I'm trying to send a client certificate from a nodejs app using node-soap
const clientURL = 'prod.wsdl';
const wsdl_options = {
wsdl_options: {
"cert": fs.readFileSync('/etc/ssl/certs/client.crt'),
"key": fs.readFileSync('/etc/ssl/certs/client.key'),
}
};
soap.createClient(clientURL, wsdl_options, function (err, client) {
if (!err) {
client[my-method](args, function (error, result) {
if (error) console.log(JSON.stringify(error))
}
})
But I'm getting an error: {"errno":"EPROTO","code":"EPROTO","syscall":"write"}
When I'm sending a curl, the server gets my request with the correct cert:
curl -X POST https://host:4431/func --cert /etc/ssl/certs/client.crt --key /etc/ssl/certs/client.key
what can be the problem here? am I missing something at wsdlOptions?
Also, My customer gave me the certificate of the soap-server (and NOT the ca itself) and I need to check the ssl certificate of this response against the one he gave me.
How can I do that?
for request library we can do: res.connection.getPeerCertificate() / res.connection.getPeerX509Certificate() like this.
UPDATE:
I found the solution to the first issue with the client certificate and key.
I was missing:
client.setSecurity
After creating the proxy!
For createClient, there is no need to put the cert and key.

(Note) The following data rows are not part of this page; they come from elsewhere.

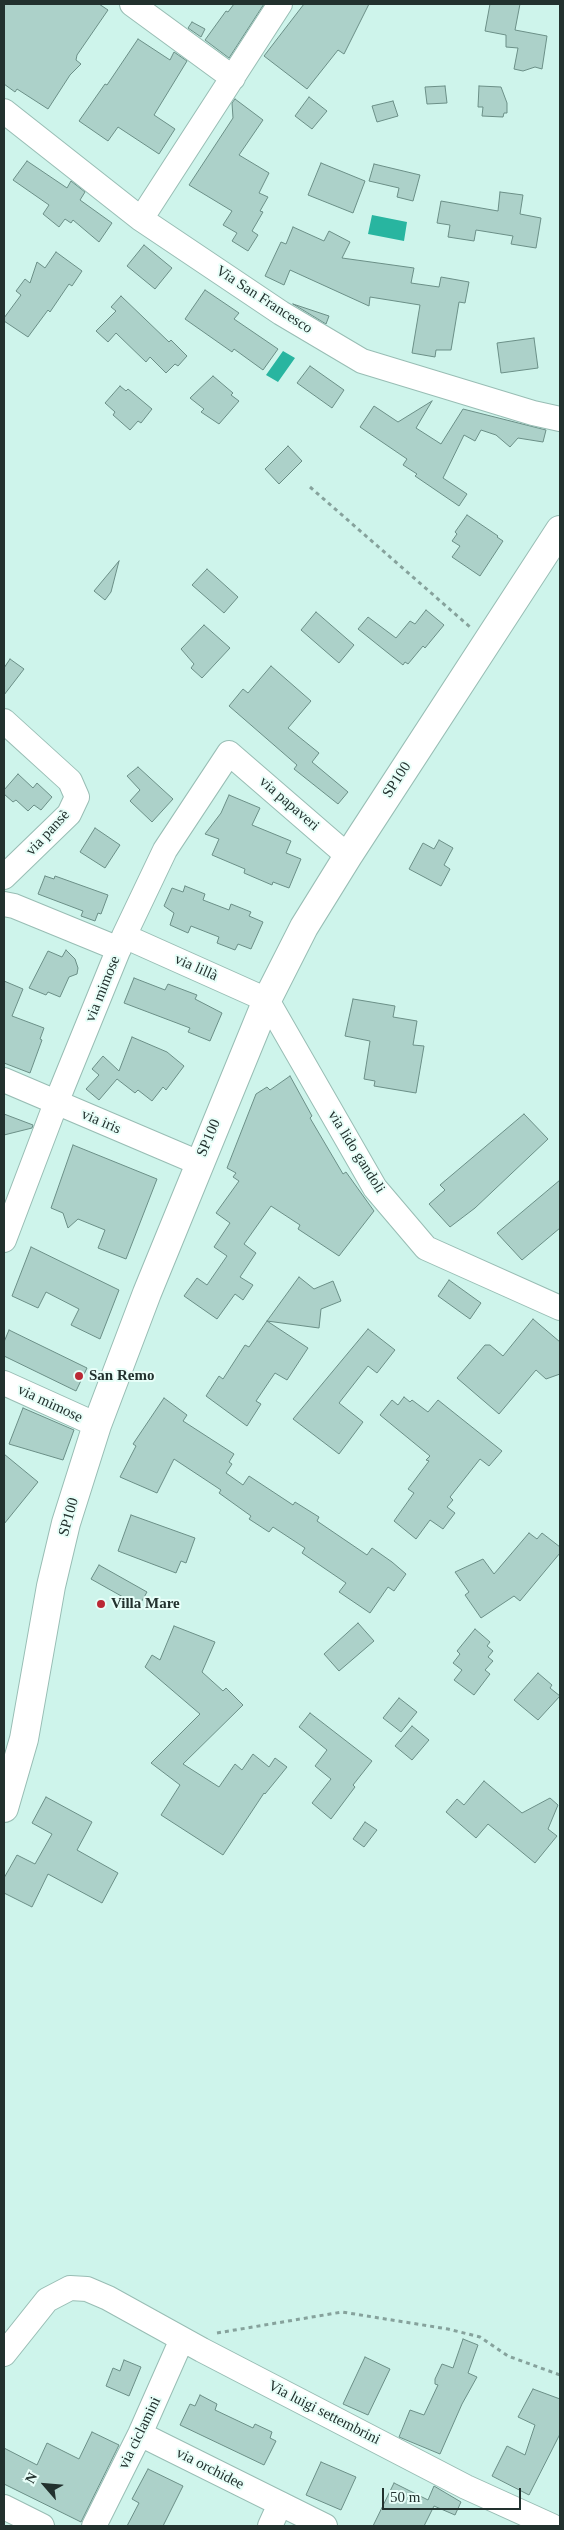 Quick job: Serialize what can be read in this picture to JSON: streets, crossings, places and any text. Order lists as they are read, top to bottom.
{
  "streets": {
    "main road": ["SP100"],
    "street": [
      "Via San Francesco",
      "via papaveri",
      "via pansè",
      "via lillà",
      "via mimose",
      "via iris",
      "via lido gandoli",
      "Via luigi settembrini",
      "via ciclamini",
      "via orchidee"
    ]
  },
  "crossings": [
    ["SP100", "via papaveri"],
    ["SP100", "via lillà"],
    ["SP100", "via mimose"],
    ["SP100", "via iris"],
    ["SP100", "via lido gandoli"],
    ["via papaveri", "via mimose"],
    ["via lillà", "via mimose"],
    ["via lillà", "via lido gandoli"],
    ["via mimose", "via iris"],
    ["Via luigi settembrini", "via ciclamini"],
    ["via ciclamini", "via orchidee"]
  ],
  "places": ["San Remo", "Villa Mare"],
  "scale_bar": "50 m",
  "north": "top left"
}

So the code now looks like this:
const clientURL = 'prod.wsdl';
soap.createClient(clientURL, {}, function (err, client) {
if (!err) {
client.setSecurity(new soap.ClientSSLSecurity('/path/to/key','path/to/cert'));
client[my-method](args, function (error, result) {
...
}
})
Now how can I get the certificate of the server from the response and compare it to the one I have?